2. The cleverness of those oil refinery lobbyists and lawyers is truly impressive. So, now we get the supplemental rule with the much ballyhooed moving average reallocation. Straightforward right? Wrong Buddy Ruff.
3. To understand the clever way that the refiners limited their losses in this front of the #RFSwars, it helps to start with what I would call the common sense interpretation of the history of EPA SRE waivers. Column (4) shows the SRE exempted gasoline and diesel vol over 16-18
4. These are not my numbers. These are drawn exactly from the EPA's own website. The key is that the average of of exempted gasoline and diesel volume under SREs is 12.77 billion gallons for 2016-2018. So, you would think that is the number EPA would project for 2020. Wrong.

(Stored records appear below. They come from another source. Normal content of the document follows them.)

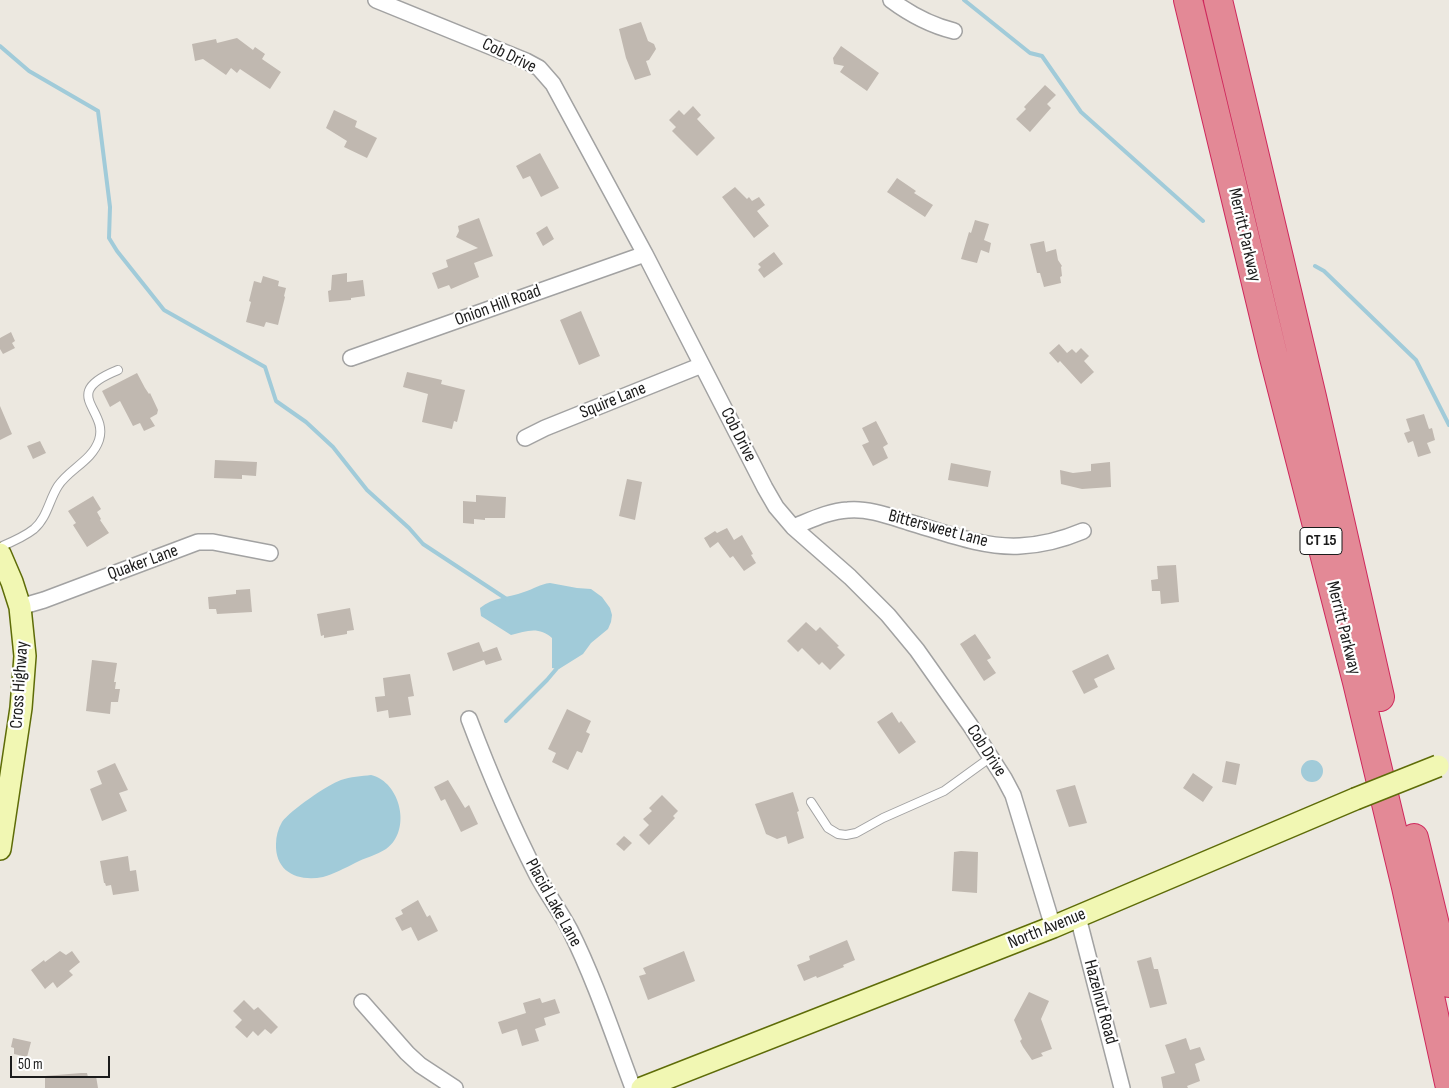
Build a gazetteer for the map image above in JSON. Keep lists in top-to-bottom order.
{
  "streets": {
    "highway": ["Merritt Parkway", "CT 15"],
    "street": [
      "Cob Drive",
      "Onion Hill Road",
      "Squire Lane",
      "Bittersweet Lane",
      "Quaker Lane",
      "Cross Highway",
      "Placid Lake Lane",
      "North Avenue",
      "Hazelnut Road"
    ]
  },
  "crossings": [
    ["Cob Drive", "Onion Hill Road"],
    ["Cob Drive", "Squire Lane"],
    ["Cob Drive", "Bittersweet Lane"],
    ["Cob Drive", "North Avenue"],
    ["Quaker Lane", "Cross Highway"],
    ["North Avenue", "Hazelnut Road"]
  ],
  "scale_bar": "50 m"
}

5. The EPA now says that they are going to maybe possibly give partial SREs starting in 2020 despite their policy of forever not doing this. And these means they need to go back and revise the history of SREs as if they followed this policy in the past.
6. EPA even states in the proposal that in the Aug 9, 2019 Memorandum on SRE petitions that they granted no partial exemptions even when DOE recommended partial exemptions. Oh well. Guess that's all changed now.
7. So, the EPA went back and said here are the SRE exempted volumes over 2016-2018 if we had followed DOE guidance on giving partial exemptions. Now compare my earlier table with this one from the EPA proposal. Their 3-yr avg. is now magically 7.26BG instead of 12.77BG.
8. The result is that that the reallocation of 2020 RVOs is only 7.26BG instead of the 12.77BG that any reasonable analysis would have anticipated. The reallocation is 56.9% of what it should have been based on SREs ACTUALLY AWARDED OVER 2016-2018.
9. Here are the proposed % standards for 2020 now. To see how much difference this little trick makes, note that the total renewable RVO is 11.46% (or 11.35% even lower). It would have been 12.74% if actual SRE levels had been used.
10. So what to make of all this? If EPA does grant partial SREs for 2020 (sometime in 2021) as projected today, then it could be said that the RFS mandates for 2020 will be fully enforced. But that is missing the forest for the trees.
11. The reality is that the reallocation of gallons for 2020 will be a little more than half of what was lost on average over 2016-2018. Plus, the EPA has to be trusted to grant partial waivers far in to the future that match projections today for this to work at all.